Binding, Part 3: Hand-Stitching Mitered Corners
To begin, I fold over the folded edge of the binding and begin stitching on the back. Sometimes I line up my folded edge with the machine stitch line, which gives me a ½” finished binding, or sometimes I pull my folded binding edge tight over the quilt edge inside, giving me a clean ¼” finished binding from the front.
In this example, I am using the machine stitch line. Happily I hide my knot, and take a stitch, and another, and another… I’m coming to a corner that I want to miter.

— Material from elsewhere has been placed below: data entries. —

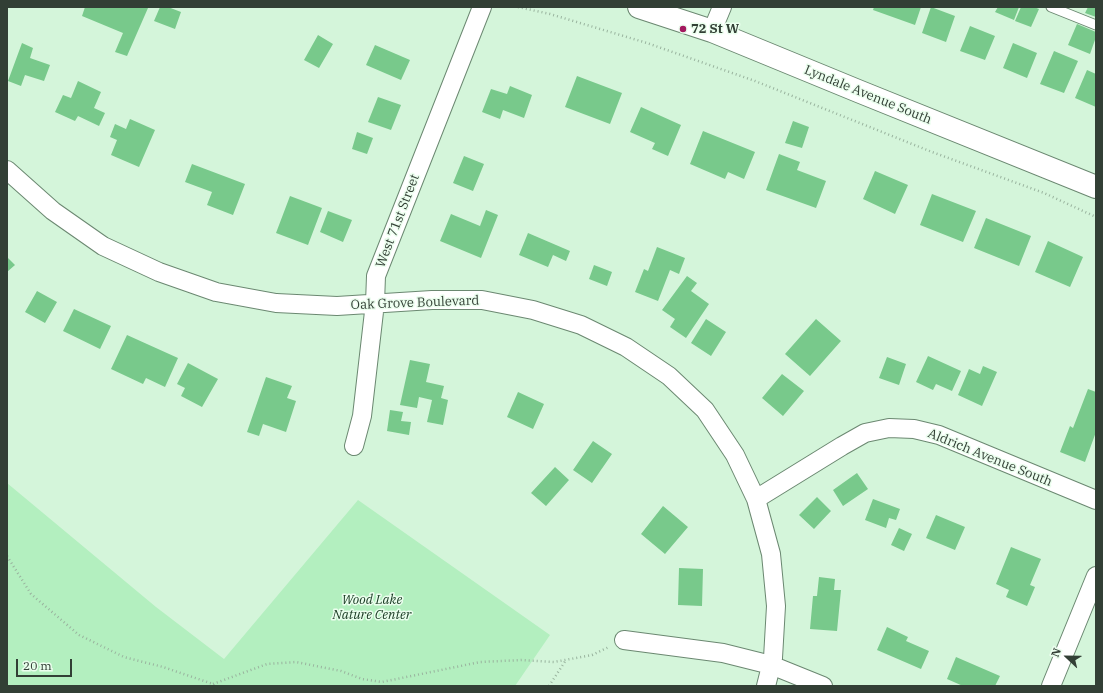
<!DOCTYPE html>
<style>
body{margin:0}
#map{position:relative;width:1103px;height:693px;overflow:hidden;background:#d4f5da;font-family:"IBM Plex Serif",serif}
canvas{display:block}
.frame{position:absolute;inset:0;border:8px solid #323f35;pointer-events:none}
.north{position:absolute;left:1047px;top:637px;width:40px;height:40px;-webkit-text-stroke:3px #ebfeee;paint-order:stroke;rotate:292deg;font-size:11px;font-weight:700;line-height:16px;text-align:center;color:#323f35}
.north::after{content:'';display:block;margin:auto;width:14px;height:18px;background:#323f35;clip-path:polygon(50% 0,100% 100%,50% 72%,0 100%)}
.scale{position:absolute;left:16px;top:659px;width:56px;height:18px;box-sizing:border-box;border:2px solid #323f35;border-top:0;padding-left:5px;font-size:12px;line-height:14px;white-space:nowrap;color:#323f35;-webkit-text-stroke:3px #ebfeee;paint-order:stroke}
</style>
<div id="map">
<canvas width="1103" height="693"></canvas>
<div class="frame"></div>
<div class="north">N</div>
<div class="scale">20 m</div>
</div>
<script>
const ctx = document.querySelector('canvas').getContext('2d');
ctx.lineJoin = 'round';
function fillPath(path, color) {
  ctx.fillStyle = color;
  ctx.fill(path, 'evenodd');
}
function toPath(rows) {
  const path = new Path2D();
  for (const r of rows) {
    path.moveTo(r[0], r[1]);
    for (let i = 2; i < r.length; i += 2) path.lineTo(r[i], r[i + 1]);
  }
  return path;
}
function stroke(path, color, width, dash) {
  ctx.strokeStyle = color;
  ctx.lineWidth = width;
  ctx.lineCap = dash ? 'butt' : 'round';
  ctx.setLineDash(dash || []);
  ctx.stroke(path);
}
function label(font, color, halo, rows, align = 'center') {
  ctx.font = font + ' "IBM Plex Serif",serif';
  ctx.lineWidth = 3;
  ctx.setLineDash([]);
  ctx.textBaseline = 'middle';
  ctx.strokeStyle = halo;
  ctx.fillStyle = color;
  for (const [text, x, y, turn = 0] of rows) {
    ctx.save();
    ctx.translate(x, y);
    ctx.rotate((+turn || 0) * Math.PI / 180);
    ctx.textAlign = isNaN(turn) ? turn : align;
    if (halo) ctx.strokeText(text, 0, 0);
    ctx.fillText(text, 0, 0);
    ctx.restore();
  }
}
const green = toPath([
 [7,483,156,607,224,659,358,500,550,635,515,686,7,686]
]);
const building = toPath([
 [85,7,148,8,127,56,115,52,123,33,82,16],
 [160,7,168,7,181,12,175,29,154,21],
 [874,7,921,7,915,25,873,10],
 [931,7,955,16,946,42,922,33],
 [998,7,1019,7,1014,20,995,12],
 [1021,7,1034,7,1039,9,1031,27,1015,21],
 [1088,7,1096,7,1096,17,1085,13],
 [1077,24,1096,32,1096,37,1090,54,1068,45],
 [970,26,995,36,985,60,960,51],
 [318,35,333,44,319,68,304,60],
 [22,43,33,48,30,58,50,65,44,81,25,75,21,86,8,81],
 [1013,43,1037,53,1027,78,1003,68],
 [375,45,410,60,401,80,366,65],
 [1054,51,1078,61,1064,93,1040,84],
 [1087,70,1096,74,1096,107,1075,98],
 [577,76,622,93,610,124,565,107],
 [78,81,101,92,94,108,105,113,99,126,78,116,75,121,55,112,63,95,71,98],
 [510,86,532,95,524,118,503,110,500,119,482,112,491,89,507,94],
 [378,97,401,105,391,130,368,122],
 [641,107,681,125,668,156,652,149,655,143,630,132],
 [130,119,155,130,139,167,111,155,117,140,110,137,115,124,126,129],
 [793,121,809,127,802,148,785,143],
 [703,131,755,152,744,179,728,172,725,179,690,164],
 [357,132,373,138,367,154,352,149],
 [779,154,800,162,797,170,826,181,816,208,766,190],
 [464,156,484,164,473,191,453,183],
 [192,164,245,184,233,215,207,205,212,192,185,182],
 [875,171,908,185,895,214,863,199],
 [932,194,976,211,963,242,920,225],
 [290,196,322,208,308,245,276,233],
 [486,210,498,215,481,258,440,241,451,214,480,226],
 [328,211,352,220,343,242,320,232],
 [986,218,1031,236,1019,266,974,248],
 [528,233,570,251,566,261,553,255,548,267,519,255],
 [1048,241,1083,257,1070,287,1035,272],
 [657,247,685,258,679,274,670,270,658,301,635,292,644,269,648,271],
 [7,257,15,265,7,272],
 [594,265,612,272,607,286,589,279],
 [687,276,697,283,691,291,709,304,686,338,670,327,675,319,662,310],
 [37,291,57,302,45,323,25,312],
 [74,309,111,326,100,349,63,331],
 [706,319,726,332,711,356,691,343],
 [816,319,841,341,810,376,785,354],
 [127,335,178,358,165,387,146,378,143,384,111,369],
 [928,356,961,371,952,391,936,384,933,390,916,382],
 [887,357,906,364,899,385,879,378],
 [410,360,430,364,426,382,444,386,441,398,448,400,443,425,427,422,432,400,419,397,417,408,400,405],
 [188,363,218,379,202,407,181,396,185,388,177,384],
 [983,366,997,372,982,406,958,395,969,369,980,374],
 [782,374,804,391,783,416,762,398],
 [266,377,292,386,287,398,296,401,286,432,263,424,259,436,247,432],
 [1088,389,1096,392,1096,432,1085,462,1060,452,1070,426,1073,428],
 [518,392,544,404,533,429,507,417],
 [390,410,403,412,401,421,411,422,409,435,387,431],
 [593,441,612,454,592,483,573,470],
 [555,467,569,480,546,506,531,493],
 [857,473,868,489,843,506,833,490],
 [817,497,831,511,814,529,799,515],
 [873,499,900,509,896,520,889,518,886,528,865,520],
 [663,506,688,527,665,554,641,534],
 [936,515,965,527,955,550,926,538],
 [899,528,912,534,904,551,891,545],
 [1011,547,1041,559,1030,585,1035,587,1027,606,1006,597,1009,590,996,584],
 [679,568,703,569,702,606,678,605],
 [819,577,835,579,834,590,841,590,837,631,810,629,813,596,817,596],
 [887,627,908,637,906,641,929,651,921,669,877,650],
 [956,657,1000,676,995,686,963,686,947,679]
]);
const path = toPath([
 [518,7,550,14,647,43,755,81,932,152,1044,193,1096,217],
 [7,556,31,594,79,635,124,657,163,667,213,684,214,686],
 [213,684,267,664,296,662,341,671,362,679,382,682,480,662,522,660,554,662,592,655,609,647],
 [549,686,566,660]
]);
const service = toPath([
 [1051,7,1096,25]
]);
const minor = toPath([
 [712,31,722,7],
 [7,170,53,211,103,246,159,272,216,292,276,303,337,306,432,300,482,300,533,310,581,325,626,347,669,376,705,410,735,455,756,499,771,554,776,606,773,658,766,686],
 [354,446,362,416,375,303,376,276,482,7],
 [756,499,842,446,865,433,889,428,914,429,939,435,1096,500],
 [624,640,723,653,771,665,823,686],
 [1051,686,1096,576]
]);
const secondary = toPath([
 [639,7,712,31,858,91,1096,187]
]);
const markers = [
 [683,29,4,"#a3185f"]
];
const poiNames = [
 ["72 St W",691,29]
];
const streetNames = [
 ["Lyndale Avenue South",868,95,22],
 ["West 71st Street",398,221,-69],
 ["Oak Grove Boulevard",415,303,-2],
 ["Aldrich Avenue South",990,458,22]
];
const parkNames = [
 ["Wood Lake",372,600],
 ["Nature Center",372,615]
];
fillPath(green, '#b3efbf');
fillPath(building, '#78c98b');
stroke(service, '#6b8871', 11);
stroke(minor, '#6b8871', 20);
stroke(secondary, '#6b8871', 24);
stroke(path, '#99b39e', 2.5, [1, 3]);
stroke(service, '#fff', 9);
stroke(minor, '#fff', 18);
stroke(secondary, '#fff', 22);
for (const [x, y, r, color] of markers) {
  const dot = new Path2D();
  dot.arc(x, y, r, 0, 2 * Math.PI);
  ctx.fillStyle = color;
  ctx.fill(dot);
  stroke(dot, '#ebfeee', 1.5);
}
label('bold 13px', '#323f35', '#ebfeee', poiNames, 'left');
label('13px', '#323f35', '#ebfeee', streetNames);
label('italic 13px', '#173921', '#ebfeee', parkNames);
</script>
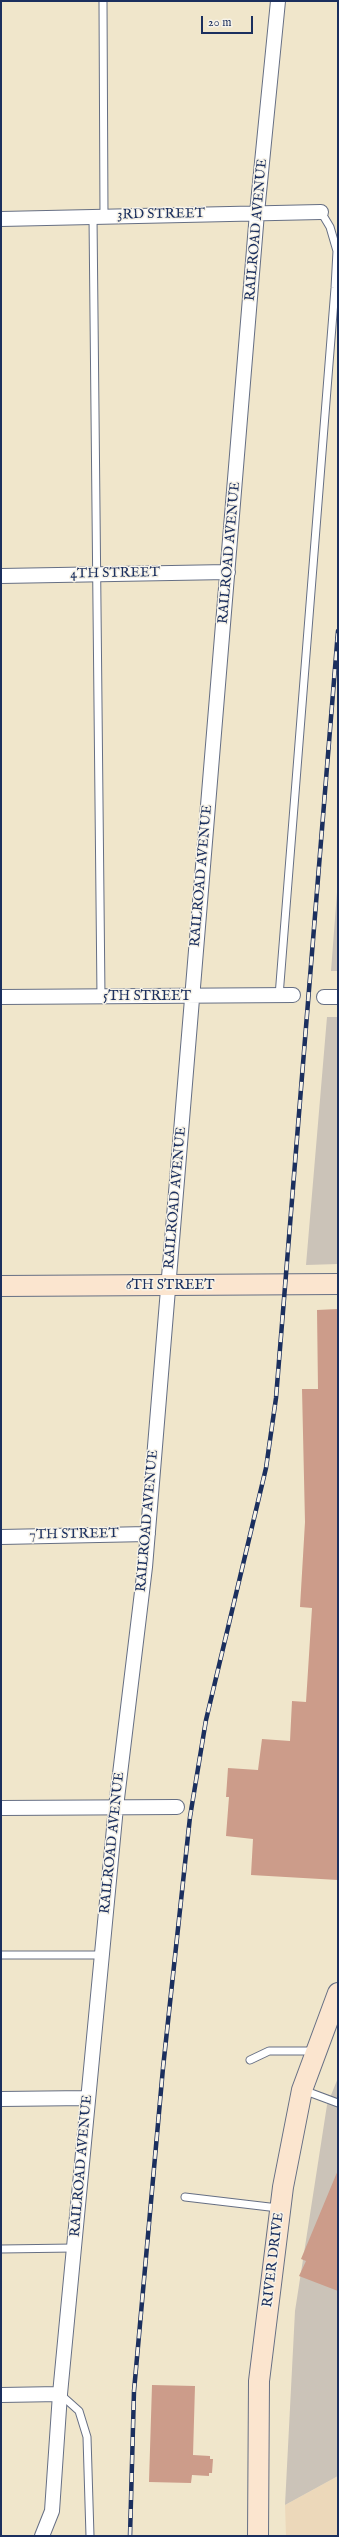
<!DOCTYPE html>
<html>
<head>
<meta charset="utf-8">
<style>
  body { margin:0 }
  #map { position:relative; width:339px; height:2537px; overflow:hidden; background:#f0e6cb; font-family:"IM FELL English",serif }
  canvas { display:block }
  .frame { position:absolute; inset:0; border:2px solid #1b2f5e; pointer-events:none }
  .scale { position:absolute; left:201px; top:16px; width:52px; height:18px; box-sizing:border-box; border:2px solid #1b2f5e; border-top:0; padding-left:5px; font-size:12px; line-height:14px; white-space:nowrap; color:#1b2f5e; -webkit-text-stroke:3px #f7f3e8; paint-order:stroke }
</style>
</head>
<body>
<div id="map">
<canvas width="339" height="2537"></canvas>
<div class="frame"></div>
<div class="scale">20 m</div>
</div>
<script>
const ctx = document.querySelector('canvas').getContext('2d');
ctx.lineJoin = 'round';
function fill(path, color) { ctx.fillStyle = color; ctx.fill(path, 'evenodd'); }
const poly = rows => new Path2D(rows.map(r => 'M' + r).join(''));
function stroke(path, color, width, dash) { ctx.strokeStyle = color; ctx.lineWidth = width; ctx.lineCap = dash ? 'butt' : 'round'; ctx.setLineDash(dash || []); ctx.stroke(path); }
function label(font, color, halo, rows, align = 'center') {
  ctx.font = font + ' "IM FELL English",serif'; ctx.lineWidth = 3; ctx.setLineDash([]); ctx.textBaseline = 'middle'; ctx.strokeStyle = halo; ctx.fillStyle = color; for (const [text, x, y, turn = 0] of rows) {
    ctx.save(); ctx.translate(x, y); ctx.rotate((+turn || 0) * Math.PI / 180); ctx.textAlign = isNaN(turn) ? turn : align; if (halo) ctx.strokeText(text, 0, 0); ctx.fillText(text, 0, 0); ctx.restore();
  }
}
const built = poly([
  [338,2476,338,2536,286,2536,285,2505]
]);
const industrial = poly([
  [338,879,338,971,331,971],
  [327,1017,338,1017,338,1264,306,1265],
  [338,2078,338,2476,285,2505,295,2311,327,2105]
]);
const building = poly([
  [338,1309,338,1880,251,1875,253,1839,226,1836,229,1797,226,1797,228,1768,258,1770,262,1739,290,1741,292,1701,306,1702,312,1608,300,1607,305,1522,302,1389,318,1389,317,1310],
  [338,2170,338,2291,299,2276,306,2261,301,2259],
  [152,2385,195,2386,193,2455,210,2456,210,2459,213,2459,212,2473,209,2473,209,2476,192,2475,191,2483,149,2482]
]);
const lane = poly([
  [103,1,104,216],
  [93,217,101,997],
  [279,996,335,288,337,251,330,227,321,212],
  [1,1955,102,1955],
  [250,2060,269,2051,315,2051],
  [303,2090,338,2103],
  [185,2197,278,2208],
  [1,2249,74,2248],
  [60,2394,79,2411,87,2437,90,2536]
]);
const street = poly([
  [1,219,321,212],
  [1,576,228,572],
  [1,997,293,995],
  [324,997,338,997],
  [1,1537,148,1534],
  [1,1808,177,1807],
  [1,2099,88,2098],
  [1,2395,60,2394],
  [42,2536,52,2511,60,2394,116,1807,145,1567,257,213,278,1]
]);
const secondary = poly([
  [1,1286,338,1284],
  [258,2536,259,2381,283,2187,302,2090,338,1993]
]);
const rail = poly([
  [130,2536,134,2391,163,2068,190,1817,206,1720,266,1468,276,1398,338,631]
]);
const streetNames = [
  ["3RD STREET",161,215,-1],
  ["RAILROAD AVENUE",257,230,-85],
  ["RAILROAD AVENUE",230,553,-85],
  ["4TH STREET",115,574,-1],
  ["RAILROAD AVENUE",202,876,-85],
  ["5TH STREET",147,997],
  ["RAILROAD AVENUE",176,1198,-85],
  ["6TH STREET",170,1286],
  ["RAILROAD AVENUE",148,1521,-85],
  ["7TH STREET",74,1535,-1],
  ["RAILROAD AVENUE",113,1843,-84],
  ["RAILROAD AVENUE",82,2166,-85],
  ["RIVER DRIVE",274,2260,-83]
];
fill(built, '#ecd8ba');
fill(industrial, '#cbc3b8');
fill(building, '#cc9c8a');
stroke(lane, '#666f84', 9);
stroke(street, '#666f84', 16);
stroke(secondary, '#666f84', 22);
stroke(lane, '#fff', 7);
stroke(street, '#fff', 14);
stroke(secondary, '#fbe5cf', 20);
stroke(rail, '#1b2f5e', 4.5);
stroke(rail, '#f7f3e8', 3, [9]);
label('14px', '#1b2f5e', '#f7f3e8', streetNames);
</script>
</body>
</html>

1. Fold the binding over and stitch it all the way to the raw edge of the quilt back. Then I take a few stitches back towards my machine stitch line, where I’ve already stitched.
This is how it looks from the front.
Then, fold the corner of the binding for the next side (currently a perpendicular binding edge) down to meet the side I’ve already stitched.
3. Take a stitch right in that corner, tacking it to the already stitched binding, then take another stitch to anchor it and hold it snug.
5. Continue stitching down the new side, folding the binding over to your machine stitch edge until you're done.
Your binding is clean, and your mitered corners have a crisp 45 degree angle.
My quilt is finished, adding a touch of elegance to my world.
I used to stitch my bindings completely by machine. I was in a hurry to finish and move onto the next quilt. My daughter pointed out, and I agreed, that they looked better doing the final finishing by hand. So I began doing them by hand, but didn’t enjoy it. It was a chore, a pain, and I dreaded it. But not anymore.
Something changed in me, and I truly love stitching by hand, one stitch at a time. A quilt has so much time and creative love stitched into it, whether created by hand or machine, that it deserves to finish as well as it started. For me, it is worth taking the time to finish it by hand, and the process itself soothes me. It is my last creative act with the quilt: a prayer.